Pouvait-on attendre que les jeux vidéo échappent au sexisme ambiant ? Naturellement non. Les
femmes sont traitées comme des objets, jamais comme des sujets. Elles sont outrageusement
« sexy » : seins débordants, décolletés plongeants, hyper-court vêtues, attitudes provocantes, et
tout le toutim. Le sommet de l’infamie a été atteint par l’entreprise EA qui, à la sortie du jeu
« Dante’s Inferno », a organisé un concours particulièrement raffiné destiné aux seuls hommes :
« commettez le péché de luxure en vous photographiant avec des booth babes ». La meilleure
photo gagnait… une nuit de péché avec DEUX filles sexy ! Cela porte à la nausée. EA a dû s’excuser
peu après son idée géniale. Mais cela en dit long sur l’esprit qui sous-tend la conception
des jeux vidéo. Malgré le fait que près de la moitié des joueurs sont des joueuses, on propose un
« girlfriend mode » pour la petite amie du mec, qui, évidemment, ne peut être que nulle. Ou bien
on dirige les filles vers des jeux « féminins » qui concernent par exemple l’organisation du quotidien
ou vers des jeux infantiles comme « Les petits lapins trop choux » ! Bref, les filles ne sont pas
prises au sérieux. On se croirait au 19e siècle, avant que le droit de vote n’ait été accordé aux
femmes, quand elles étaient de fait considérées comme des mineures et dont l’unique destin
accepté et acceptable était le mariage, le ménage et les enfants. On se demande comment les
concepteurs des jeux vidéo peuvent avoir à ce point gommé Mai 68 et la révolution féministe.
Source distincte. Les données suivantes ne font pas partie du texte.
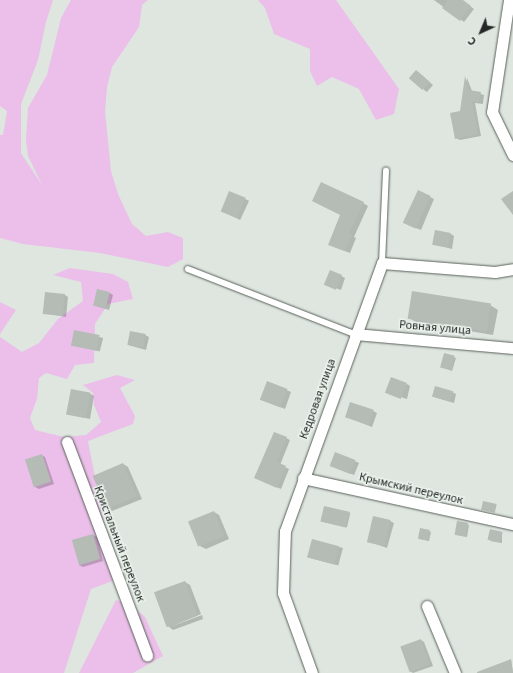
<!DOCTYPE html>
<meta charset="utf-8">
<style>
body{margin:0}
#map{position:relative;width:513px;height:673px;overflow:hidden;background:#dee6df;font-family:"Source Sans 3",sans-serif}
div>[style]{position:absolute}
[style*='--x']{left:calc(var(--x)*1px);top:calc(var(--y)*1px);width:calc(var(--w)*1px);rotate:calc(var(--a)*1deg)}
.green>*{inset:0;background:#ebbfea}
.shadow>*{inset:0;background:#0003;transform-origin:0 0}
.building>*{inset:0;background:#b5bcb6;transform-origin:0 0}
.roads{filter:drop-shadow(0 0 1px #5a615b) drop-shadow(0 0 1px #5a615b)}
.lane>*{height:5.5px;margin:-2.75px;padding:0 2.75px;transform-origin:2.75px;border-radius:2.75px;background:#fff}
.street>*{height:11px;margin:-5.5px;padding:0 5.5px;transform-origin:5.5px;border-radius:5.5px;background:#fff}
span{translate:-50% -50%;white-space:nowrap;text-align:center;line-height:1.15;-webkit-text-stroke:3px #ebf3ec;paint-order:stroke}
.street-label{font-size:12px;color:#242725}
.north{position:absolute;left:461px;top:12px;width:40px;height:40px;-webkit-text-stroke:3px #ebf3ec;paint-order:stroke;rotate:224deg;font-size:11px;font-weight:700;line-height:16px;text-align:center;color:#242725}
.north::after{content:'';display:block;margin:auto;width:14px;height:18px;background:#242725;clip-path:polygon(50% 0,100% 100%,50% 72%,0 100%)}
</style>
<div id="map">
<div class="green">
<i style="clip-path:polygon(0 0,53px 0,46px 22px,38px 60px,21px 104px,21px 153px,42px 185px,28px 156px,26px 140px,28px 108px,47px 75px,61px 18px,71px 0,148px 0,142px 5px,139px 27px,112px 67px,107px 87px,105px 111px,111px 171px,118px 194px,132px 224px,146px 236px,168px 232px,183px 238px,183px 259px,168px 267px,100px 253px,23px 244px,0 238px,0 135px,3px 135px,7px 111px,0 106px)"></i>
<i style="clip-path:polygon(258px 0,336px 0,399px 89px,394px 114px,376px 120px,359px 89px,332px 77px,317px 86px,310px 71px,310px 49px,274px 34px,265px 8px)"></i>
<i style="clip-path:polygon(70px 268px,113px 274px,128px 282px,133px 299px,108px 304px,95px 324px,94px 363px,75px 365px,67px 379px,46px 373px,39px 378px,37px 399px,30px 418px,35px 430px,64px 437px,86px 435px,101px 422px,94px 405px,93px 393px,83px 385px,117px 375px,135px 380px,120px 388px,135px 416px,133px 424px,88px 441px,108px 543px,118px 579px,91px 589px,64px 673px,0 673px,0 337px,22px 352px,39px 343px,58px 319px,83px 301px,81px 282px,53px 275px)"></i>
<i style="clip-path:polygon(0 302px,16px 310px,0 334px)"></i>
<i style="clip-path:polygon(116px 600px,131px 605px,145px 617px,163px 656px,133px 673px,79px 673px)"></i>
</div>
<div class="shadow">
<i style="clip-path:polygon(434px 0,462px 0,474px 9px,464px 22px)"></i>
<i style="clip-path:polygon(417px 71px,433px 85px,427px 92px,424px 90px)"></i>
<i style="clip-path:polygon(467px 78px,472px 91px,484px 95px,483px 104px,475px 103px,481px 136px,460px 140px,456px 138px)"></i>
<i style="clip-path:polygon(418px 191px,434px 199px,421px 230px,408px 225px)"></i>
<i style="left:230px;top:192px;width:21px;height:21px;rotate:25deg"></i>
<i style="clip-path:polygon(363px 203px,368px 206px,354px 237px,356px 238px,350px 253px,334px 247px)"></i>
<i style="clip-path:polygon(451px 234px,454px 236px,452px 249px,434px 244px)"></i>
<i style="clip-path:polygon(341px 276px,345px 278px,341px 290px,330px 286px)"></i>
<i style="clip-path:polygon(110px 293px,113px 295px,109px 310px,93px 305px)"></i>
<i style="clip-path:polygon(65px 295px,68px 297px,66px 317px,44px 313px)"></i>
<i style="clip-path:polygon(490px 305px,498px 310px,493px 335px,416px 322px,409px 318px)"></i>
<i style="left:75px;top:331px;width:29px;height:14px;rotate:14deg"></i>
<i style="clip-path:polygon(145px 335px,149px 337px,146px 350px,128px 345px)"></i>
<i style="clip-path:polygon(445px 354px,456px 358px,452px 371px,442px 367px)"></i>
<i style="clip-path:polygon(268px 382px,291px 392px,285px 409px,265px 401px)"></i>
<i style="clip-path:polygon(407px 384px,410px 386px,407px 399px,391px 394px)"></i>
<i style="clip-path:polygon(452px 392px,456px 394px,454px 403px,434px 397px)"></i>
<i style="clip-path:polygon(91px 394px,94px 396px,90px 419px,68px 414px)"></i>
<i style="clip-path:polygon(373px 411px,377px 413px,372px 427px,346px 417px)"></i>
<i style="clip-path:polygon(286px 438px,290px 440px,280px 465px,289px 469px,281px 489px,259px 479px)"></i>
<i style="clip-path:polygon(335px 453px,359px 463px,354px 475px,334px 467px)"></i>
<i style="clip-path:polygon(41px 455px,45px 457px,54px 484px,39px 489px,35px 487px)"></i>
<i style="clip-path:polygon(123px 464px,128px 467px,142px 499px,112px 511px,106px 508px)"></i>
<i style="left:325px;top:507px;width:26px;height:15px;rotate:13deg"></i>
<i style="clip-path:polygon(214px 512px,219px 515px,229px 539px,206px 549px,200px 546px)"></i>
<i style="clip-path:polygon(390px 521px,394px 523px,387px 548px,367px 541px)"></i>
<i style="clip-path:polygon(458px 522px,469px 525px,467px 537px,457px 535px)"></i>
<i style="clip-path:polygon(421px 529px,431px 532px,429px 541px,420px 539px)"></i>
<i style="clip-path:polygon(502px 533px,502px 543px,490px 541px)"></i>
<i style="clip-path:polygon(93px 535px,97px 537px,103px 561px,83px 567px,79px 565px)"></i>
<i style="left:313px;top:540px;width:31px;height:18px;rotate:15deg"></i>
<i style="clip-path:polygon(185px 582px,190px 585px,201px 614px,170px 627px,202px 615px,203px 619px,173px 630px,168px 626px)"></i>
<i style="clip-path:polygon(421px 640px,424px 642px,433px 666px,413px 673px,410px 671px)"></i>
<i style="clip-path:polygon(511px 660px,513px 673px,494px 673px)"></i>
</div>
<div class="building">
<i style="clip-path:polygon(448px 0,463px 0,471px 6px,460px 21px,442px 8px)"></i>
<i style="left:416px;top:70px;width:18px;height:11px;rotate:41deg"></i>
<i style="clip-path:polygon(465px 76px,469px 90px,481px 92px,479px 102px,472px 101px,478px 134px,455px 139px,450px 113px,460px 111px)"></i>
<i style="clip-path:polygon(321px 182px,364px 202px,349px 233px,352px 234px,345px 251px,328px 245px,340px 215px,312px 201px)"></i>
<i style="left:418px;top:190px;width:14px;height:36px;rotate:25deg"></i>
<i style="left:229px;top:191px;width:18px;height:22px;rotate:22deg"></i>
<i style="clip-path:polygon(513px 191px,513px 215px,501px 199px)"></i>
<i style="left:435px;top:230px;width:16px;height:15px;rotate:11deg"></i>
<i style="left:330px;top:270px;width:13px;height:16px;rotate:23deg"></i>
<i style="left:97px;top:289px;width:13px;height:17px;rotate:13deg"></i>
<i style="left:412px;top:291px;width:80px;height:28px;rotate:9deg"></i>
<i style="left:45px;top:292px;width:20px;height:22px;rotate:6deg"></i>
<i style="left:74px;top:330px;width:26px;height:16px;rotate:11deg"></i>
<i style="left:130px;top:331px;width:16px;height:14px;rotate:11deg"></i>
<i style="left:444px;top:353px;width:11px;height:15px;rotate:15deg"></i>
<i style="left:391px;top:377px;width:17px;height:17px;rotate:21deg"></i>
<i style="left:267px;top:381px;width:22px;height:20px;rotate:21deg"></i>
<i style="left:435px;top:386px;width:19px;height:11px;rotate:16deg"></i>
<i style="left:71px;top:389px;width:20px;height:26px;rotate:11deg"></i>
<i style="left:350px;top:402px;width:25px;height:16px;rotate:18deg"></i>
<i style="clip-path:polygon(274px 432px,287px 437px,277px 462px,286px 466px,277px 488px,254px 478px)"></i>
<i style="left:335px;top:452px;width:22px;height:15px;rotate:21deg"></i>
<i style="left:42px;top:454px;width:29px;height:18px;rotate:72deg"></i>
<i style="left:123px;top:463px;width:36px;height:33px;rotate:67deg"></i>
<i style="left:483px;top:501px;width:14px;height:9px;rotate:12deg"></i>
<i style="left:324px;top:506px;width:26px;height:16px;rotate:13deg"></i>
<i style="left:214px;top:511px;width:27px;height:28px;rotate:68deg"></i>
<i style="left:373px;top:516px;width:18px;height:27px;rotate:13deg"></i>
<i style="left:457px;top:521px;width:11px;height:14px;rotate:10deg"></i>
<i style="left:420px;top:528px;width:10px;height:11px;rotate:11deg"></i>
<i style="left:490px;top:529px;width:13px;height:11px;rotate:13deg"></i>
<i style="left:93px;top:534px;width:26px;height:22px;rotate:74deg"></i>
<i style="left:312px;top:539px;width:28px;height:19px;rotate:15deg"></i>
<i style="left:185px;top:581px;width:37px;height:33px;rotate:70deg"></i>
<i style="left:421px;top:639px;width:27px;height:22px;rotate:70deg"></i>
<i style="clip-path:polygon(511px 659px,513px 673px,477px 673px,477px 672px)"></i>
</div>
<div class="roads">
<div class="lane">
<i style="--x:382;--y:263;--w:92;--a:-87.5"></i>
<i style="--x:188;--y:269;--w:179;--a:21.3"></i>
</div>
<div class="street">
<i style="--x:509;--y:0;--w:113;--a:98.6"></i>
<i style="--x:492;--y:112;--w:48;--a:64"></i>
<i style="--x:355;--y:334;--w:159;--a:5.1"></i>
<i style="--x:67;--y:442;--w:228;--a:69.4"></i>
<i style="--x:303;--y:478;--w:215;--a:12.4"></i>
<i style="--x:427;--y:606;--w:73;--a:67.3"></i>
<i style="--x:312;--y:673;--w:85;--a:-109.9"></i>
<i style="--x:283;--y:593;--w:62;--a:-88.2"></i>
<i style="--x:285;--y:531;--w:285;--a:-70.1"></i>
<i style="--x:382;--y:263;--w:113;--a:4.6"></i>
<i style="--x:495;--y:272;--w:18;--a:-9"></i>
</div>
</div>
<div class="street-label">
<span style="left:435px;top:328px;rotate:5deg">Ровная улица</span>
<span style="left:318px;top:399px;rotate:-70deg">Кедровая улица</span>
<span style="left:411px;top:489px;rotate:13deg">Крымский переулок</span>
<span style="left:119px;top:544px;rotate:69deg">Кристальный переулок</span>
</div>
<div class="north">С</div>
</div>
La contestation vient essentiellement des initié-e-s. Récemment, plusieurs analyses critiques
ont vu le jour, comme sur les blogs feministfrequency.com ou Genre ! (cafaitgenre.org). Ils dénoncent
le sexisme des jeux proposés, la représentation de la féminité (et de la virilité d’ailleurs) codifiée
et exacerbée, les archétypes de genre : la bimbo aux fesses et aux seins démesurés et le guerrier
aux muscles hypertrophiés. Un coup d’oeil sur les personnages permet de constater que les
héros sont entourés de femmes déshabillées, dans des positions lascives. La violence est l’ingrédient
qui saupoudre de piment les scènes chaudes. Ces femmes objets, perpétuellement à disposition
de la libido masculine (comme dans un grand nombre de publicités), sont des incitations
au viol et doivent perdurer dans le cerveau des hommes, une fois le jeu terminé, quand ils
se retrouvent dans « la vraie vie ». Pour s’en convaincre, il suffit de lire les réactions haineuses dans
les blogs critiques, les commentaires misogynes, insultants, violents, jusqu’à la menace de viol.
Pas étonnant qu’une femme sur cinq subisse la violence physique et/ou sexuelle de son conjoint
au cours de sa vie.

Décidément, l’égalité entre les sexes n’est toujours pas réalisée dans les faits. Il y a encore du boulot
sur la planche !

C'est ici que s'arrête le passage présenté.